BACA JUGA: Ukuran Indomie Dari Nigeria ini Gede Banget, Bisa Buat Makan Berhari-hari!
Sejumlah warga korban bencana menilai hal tersebut merupakan sebuah penghinaan terhadap mereka.
"Bantuan ini, kami anggap sebuah lelucon. Ini kata kasarnya sudah hina kami. Walau kami diterpa bencana seperti ini, tapi kami masih ada pisang, kelapa ubi yang nilainya masih lebih tinggi dari bantuan pemerintah," kata warga bernama Amtira pada Selasa (20/4/2021).
Amtira merasa kesal lantaran bantuan diberikan setelah dua pekan bencana melanda, yaitu pada 14 dan 17 April.
"Kami masyarakat yang kena musibah langsung di sini bingung dengan pemberian bantuan model begini. Kami tidak habis pikir, kok bisa ada bantuan yang model begini padahal bencana besar sekali," ungkap Amtira.
Bantuan pihak lain dirasa lebih layak daripada bantuan pemerintah
Sindiran juga disampaikan korban bencana asal Dusun 9, RT 29, RW 14, Desa Merbaun bernama Yuli Bureni, yang menerima bantuan itu di rumah ketua RT pada Jumat (16/4/2021).

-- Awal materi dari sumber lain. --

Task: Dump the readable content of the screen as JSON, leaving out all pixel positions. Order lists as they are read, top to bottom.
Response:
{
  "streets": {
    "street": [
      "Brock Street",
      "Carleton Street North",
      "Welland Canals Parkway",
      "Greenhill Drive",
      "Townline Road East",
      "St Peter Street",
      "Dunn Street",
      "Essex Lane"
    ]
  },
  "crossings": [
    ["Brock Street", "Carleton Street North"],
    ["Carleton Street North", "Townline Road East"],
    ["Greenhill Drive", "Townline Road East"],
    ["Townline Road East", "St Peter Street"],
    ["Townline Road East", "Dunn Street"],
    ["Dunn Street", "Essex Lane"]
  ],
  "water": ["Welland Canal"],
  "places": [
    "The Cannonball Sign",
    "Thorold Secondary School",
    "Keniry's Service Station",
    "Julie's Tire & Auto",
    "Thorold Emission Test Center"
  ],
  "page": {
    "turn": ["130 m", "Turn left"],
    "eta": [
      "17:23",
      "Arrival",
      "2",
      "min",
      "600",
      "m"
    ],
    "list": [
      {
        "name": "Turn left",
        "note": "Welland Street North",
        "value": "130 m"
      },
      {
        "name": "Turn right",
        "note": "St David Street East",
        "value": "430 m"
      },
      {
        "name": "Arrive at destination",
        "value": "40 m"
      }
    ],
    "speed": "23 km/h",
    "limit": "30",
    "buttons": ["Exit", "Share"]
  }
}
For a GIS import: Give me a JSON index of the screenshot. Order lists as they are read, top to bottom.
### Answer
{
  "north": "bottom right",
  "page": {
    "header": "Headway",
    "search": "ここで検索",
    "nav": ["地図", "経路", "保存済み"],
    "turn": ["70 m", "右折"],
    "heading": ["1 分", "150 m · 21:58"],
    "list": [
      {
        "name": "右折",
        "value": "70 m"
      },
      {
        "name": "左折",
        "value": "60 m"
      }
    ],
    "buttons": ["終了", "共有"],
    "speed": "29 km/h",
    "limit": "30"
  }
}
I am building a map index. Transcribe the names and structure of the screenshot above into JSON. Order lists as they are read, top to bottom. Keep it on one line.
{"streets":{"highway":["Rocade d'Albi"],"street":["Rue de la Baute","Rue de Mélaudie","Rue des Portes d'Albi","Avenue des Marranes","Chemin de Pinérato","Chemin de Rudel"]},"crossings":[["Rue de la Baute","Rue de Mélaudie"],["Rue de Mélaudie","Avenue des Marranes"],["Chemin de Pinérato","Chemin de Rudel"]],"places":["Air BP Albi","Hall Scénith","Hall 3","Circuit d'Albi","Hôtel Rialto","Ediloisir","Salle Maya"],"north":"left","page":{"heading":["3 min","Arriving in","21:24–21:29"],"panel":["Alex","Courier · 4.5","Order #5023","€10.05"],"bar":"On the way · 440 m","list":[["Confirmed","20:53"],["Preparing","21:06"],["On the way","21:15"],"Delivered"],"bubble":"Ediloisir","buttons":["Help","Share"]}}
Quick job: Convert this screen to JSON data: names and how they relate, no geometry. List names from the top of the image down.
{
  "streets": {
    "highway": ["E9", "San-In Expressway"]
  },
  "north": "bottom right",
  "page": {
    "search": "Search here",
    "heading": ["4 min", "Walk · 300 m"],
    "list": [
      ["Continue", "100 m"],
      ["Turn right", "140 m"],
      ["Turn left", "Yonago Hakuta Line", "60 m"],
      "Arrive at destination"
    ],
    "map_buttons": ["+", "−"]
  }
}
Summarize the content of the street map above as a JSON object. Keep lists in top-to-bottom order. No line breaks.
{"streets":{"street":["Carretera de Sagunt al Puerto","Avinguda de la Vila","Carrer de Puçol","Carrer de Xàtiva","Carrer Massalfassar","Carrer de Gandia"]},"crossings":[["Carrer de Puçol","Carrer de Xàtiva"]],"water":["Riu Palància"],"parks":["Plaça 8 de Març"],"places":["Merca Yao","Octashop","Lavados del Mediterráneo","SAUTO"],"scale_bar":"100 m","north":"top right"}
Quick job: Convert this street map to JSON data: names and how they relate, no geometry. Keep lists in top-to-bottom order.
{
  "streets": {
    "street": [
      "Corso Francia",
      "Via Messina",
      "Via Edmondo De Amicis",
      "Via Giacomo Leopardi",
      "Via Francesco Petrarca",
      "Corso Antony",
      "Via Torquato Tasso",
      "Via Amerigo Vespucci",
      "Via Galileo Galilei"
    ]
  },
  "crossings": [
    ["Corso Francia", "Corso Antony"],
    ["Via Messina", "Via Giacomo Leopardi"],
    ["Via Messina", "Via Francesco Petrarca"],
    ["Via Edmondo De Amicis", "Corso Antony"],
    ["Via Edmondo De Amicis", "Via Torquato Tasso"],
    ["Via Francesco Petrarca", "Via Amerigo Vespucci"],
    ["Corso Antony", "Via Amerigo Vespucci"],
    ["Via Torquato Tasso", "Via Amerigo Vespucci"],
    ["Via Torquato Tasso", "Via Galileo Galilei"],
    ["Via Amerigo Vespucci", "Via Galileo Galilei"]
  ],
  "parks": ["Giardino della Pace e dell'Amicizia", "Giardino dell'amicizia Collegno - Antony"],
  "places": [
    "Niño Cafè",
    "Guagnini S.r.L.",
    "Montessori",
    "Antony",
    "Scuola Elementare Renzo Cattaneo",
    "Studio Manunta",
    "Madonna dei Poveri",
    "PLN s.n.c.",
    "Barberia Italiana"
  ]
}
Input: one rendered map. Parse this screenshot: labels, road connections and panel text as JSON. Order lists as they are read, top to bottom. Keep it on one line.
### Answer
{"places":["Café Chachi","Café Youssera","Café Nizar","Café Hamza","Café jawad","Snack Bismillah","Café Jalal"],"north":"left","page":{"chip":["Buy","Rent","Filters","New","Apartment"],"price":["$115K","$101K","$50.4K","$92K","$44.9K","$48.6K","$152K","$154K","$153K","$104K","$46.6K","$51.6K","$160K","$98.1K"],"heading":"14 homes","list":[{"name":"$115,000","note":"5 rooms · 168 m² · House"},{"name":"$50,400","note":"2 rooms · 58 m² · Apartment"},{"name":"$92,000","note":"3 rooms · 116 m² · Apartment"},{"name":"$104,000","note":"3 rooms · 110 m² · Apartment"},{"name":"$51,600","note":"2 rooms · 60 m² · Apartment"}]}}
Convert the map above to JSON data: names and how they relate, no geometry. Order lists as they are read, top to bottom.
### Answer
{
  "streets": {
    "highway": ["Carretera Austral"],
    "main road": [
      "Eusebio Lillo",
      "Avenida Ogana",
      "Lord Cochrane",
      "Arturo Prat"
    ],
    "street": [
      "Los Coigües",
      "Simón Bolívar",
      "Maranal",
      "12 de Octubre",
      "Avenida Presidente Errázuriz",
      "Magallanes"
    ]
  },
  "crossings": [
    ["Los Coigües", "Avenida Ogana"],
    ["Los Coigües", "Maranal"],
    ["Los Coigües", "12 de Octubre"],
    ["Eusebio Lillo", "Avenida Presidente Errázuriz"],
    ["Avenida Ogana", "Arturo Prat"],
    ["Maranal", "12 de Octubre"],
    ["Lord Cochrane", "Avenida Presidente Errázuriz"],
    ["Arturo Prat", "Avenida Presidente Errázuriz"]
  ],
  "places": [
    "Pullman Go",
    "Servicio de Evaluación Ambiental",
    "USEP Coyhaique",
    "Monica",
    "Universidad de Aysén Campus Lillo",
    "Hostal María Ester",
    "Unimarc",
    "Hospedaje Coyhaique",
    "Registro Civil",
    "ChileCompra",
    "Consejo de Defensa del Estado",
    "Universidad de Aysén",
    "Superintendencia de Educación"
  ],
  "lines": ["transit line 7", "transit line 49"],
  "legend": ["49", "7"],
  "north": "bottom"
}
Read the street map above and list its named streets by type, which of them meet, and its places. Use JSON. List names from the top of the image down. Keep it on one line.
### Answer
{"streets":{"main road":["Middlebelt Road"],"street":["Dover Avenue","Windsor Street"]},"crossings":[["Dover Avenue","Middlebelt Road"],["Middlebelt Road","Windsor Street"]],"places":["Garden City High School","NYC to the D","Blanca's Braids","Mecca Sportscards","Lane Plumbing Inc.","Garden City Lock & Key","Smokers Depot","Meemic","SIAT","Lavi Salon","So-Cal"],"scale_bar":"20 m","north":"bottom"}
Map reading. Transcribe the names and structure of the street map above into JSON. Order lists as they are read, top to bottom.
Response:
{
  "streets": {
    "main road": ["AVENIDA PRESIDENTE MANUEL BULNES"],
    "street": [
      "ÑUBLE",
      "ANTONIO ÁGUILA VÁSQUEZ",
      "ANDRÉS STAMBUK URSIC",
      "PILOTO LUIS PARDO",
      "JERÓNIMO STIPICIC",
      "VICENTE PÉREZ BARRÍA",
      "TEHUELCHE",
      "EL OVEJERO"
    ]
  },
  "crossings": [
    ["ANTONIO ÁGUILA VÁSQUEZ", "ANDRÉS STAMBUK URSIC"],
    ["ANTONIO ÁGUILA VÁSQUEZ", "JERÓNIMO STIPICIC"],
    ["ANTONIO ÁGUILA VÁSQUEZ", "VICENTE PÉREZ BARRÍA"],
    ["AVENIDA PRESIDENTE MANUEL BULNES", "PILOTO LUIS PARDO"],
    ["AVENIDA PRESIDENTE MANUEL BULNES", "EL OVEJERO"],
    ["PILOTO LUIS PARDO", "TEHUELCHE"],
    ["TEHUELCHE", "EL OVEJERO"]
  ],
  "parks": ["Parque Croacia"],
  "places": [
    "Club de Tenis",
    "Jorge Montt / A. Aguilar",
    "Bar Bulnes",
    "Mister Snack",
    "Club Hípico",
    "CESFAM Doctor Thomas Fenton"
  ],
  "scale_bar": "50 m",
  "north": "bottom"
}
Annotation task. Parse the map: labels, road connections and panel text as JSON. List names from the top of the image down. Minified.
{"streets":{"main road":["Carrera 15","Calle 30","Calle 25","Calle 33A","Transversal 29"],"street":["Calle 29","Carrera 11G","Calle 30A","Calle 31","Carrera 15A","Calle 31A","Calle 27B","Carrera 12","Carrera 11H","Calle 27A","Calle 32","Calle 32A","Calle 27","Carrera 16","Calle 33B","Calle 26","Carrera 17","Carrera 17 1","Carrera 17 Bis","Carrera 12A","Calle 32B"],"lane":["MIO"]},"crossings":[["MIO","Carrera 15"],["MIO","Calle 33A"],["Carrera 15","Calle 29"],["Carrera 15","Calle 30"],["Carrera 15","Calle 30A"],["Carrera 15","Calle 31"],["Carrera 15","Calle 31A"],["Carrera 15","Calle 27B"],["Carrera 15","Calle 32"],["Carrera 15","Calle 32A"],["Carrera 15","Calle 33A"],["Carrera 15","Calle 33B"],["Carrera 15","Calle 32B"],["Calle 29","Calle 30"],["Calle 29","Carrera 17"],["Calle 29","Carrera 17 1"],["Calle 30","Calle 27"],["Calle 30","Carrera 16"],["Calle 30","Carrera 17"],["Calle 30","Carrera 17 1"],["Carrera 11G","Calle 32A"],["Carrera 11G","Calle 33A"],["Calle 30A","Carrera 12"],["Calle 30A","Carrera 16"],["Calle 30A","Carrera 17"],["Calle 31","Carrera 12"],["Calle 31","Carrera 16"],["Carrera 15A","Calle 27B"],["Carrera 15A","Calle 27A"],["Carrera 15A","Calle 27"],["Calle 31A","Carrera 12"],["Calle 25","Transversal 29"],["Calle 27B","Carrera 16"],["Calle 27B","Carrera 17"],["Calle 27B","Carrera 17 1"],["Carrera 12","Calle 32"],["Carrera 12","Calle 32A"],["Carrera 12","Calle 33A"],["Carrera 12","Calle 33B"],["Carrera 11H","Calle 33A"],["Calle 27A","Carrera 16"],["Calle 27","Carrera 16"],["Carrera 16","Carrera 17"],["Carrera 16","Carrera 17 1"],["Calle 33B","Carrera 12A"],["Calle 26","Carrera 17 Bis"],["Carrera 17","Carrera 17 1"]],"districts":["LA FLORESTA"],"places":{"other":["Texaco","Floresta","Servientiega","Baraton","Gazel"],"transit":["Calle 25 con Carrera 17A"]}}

"Ini bantuan aneh. Kami merasa seperti diolok-oleh pemerintah dengan bantuan beras satu kilo dan telur sebutir ditambah mi satu bungkus," keluh Bureni.
Bureni menyebutkan, dirinya beberapa waktu lalu juga mendapat bantuan dari pihak lain selain pemerintah, tapi masih lebih banyak jumlahnya dan lebih layak.
"Biar kami dapat bantuan sedikit pun kami bersyukur. Tapi ini bantuan satu butir telur kami rasa sangat lucu," ucap Bureni sembari tertawa.
Camat secara terbuka menanggapi kekesalan warganya
Menanggapi keluhan warga, Camat Amarasi Barat, Kornelis Nenoharan mengatakan, pihaknya telah mendistribusikan bantuan berupa beras, mi instan, telur, minyak goreng, dan sebagainya kepada masyarakat dalam dua tahap.
Bantuan tahap pertama yang diberikan pada Rabu (14/4/2021), yaitu 2.500 kilogram beras, 50 kardus mi instan, 48 rak telur, 18 kantong minyak goreng ukuran 2 liter, dan 5 lembar tikar.
Lalu, bantuan tahap kedua diberikan pada Sabtu (17/4/2021), berupa 2.500 kilogram beras, 1 unit genset, 30 buah matras, 16 kilogram gula pasir, 20 kaleng ikan kalengan, 1 buah tandon berukuran 750 liter, 50 bungkus masker, 50 kardus mi instan, 10 kilogram gula pasir, 5 kardus air mineral ukuran 1,5 liter.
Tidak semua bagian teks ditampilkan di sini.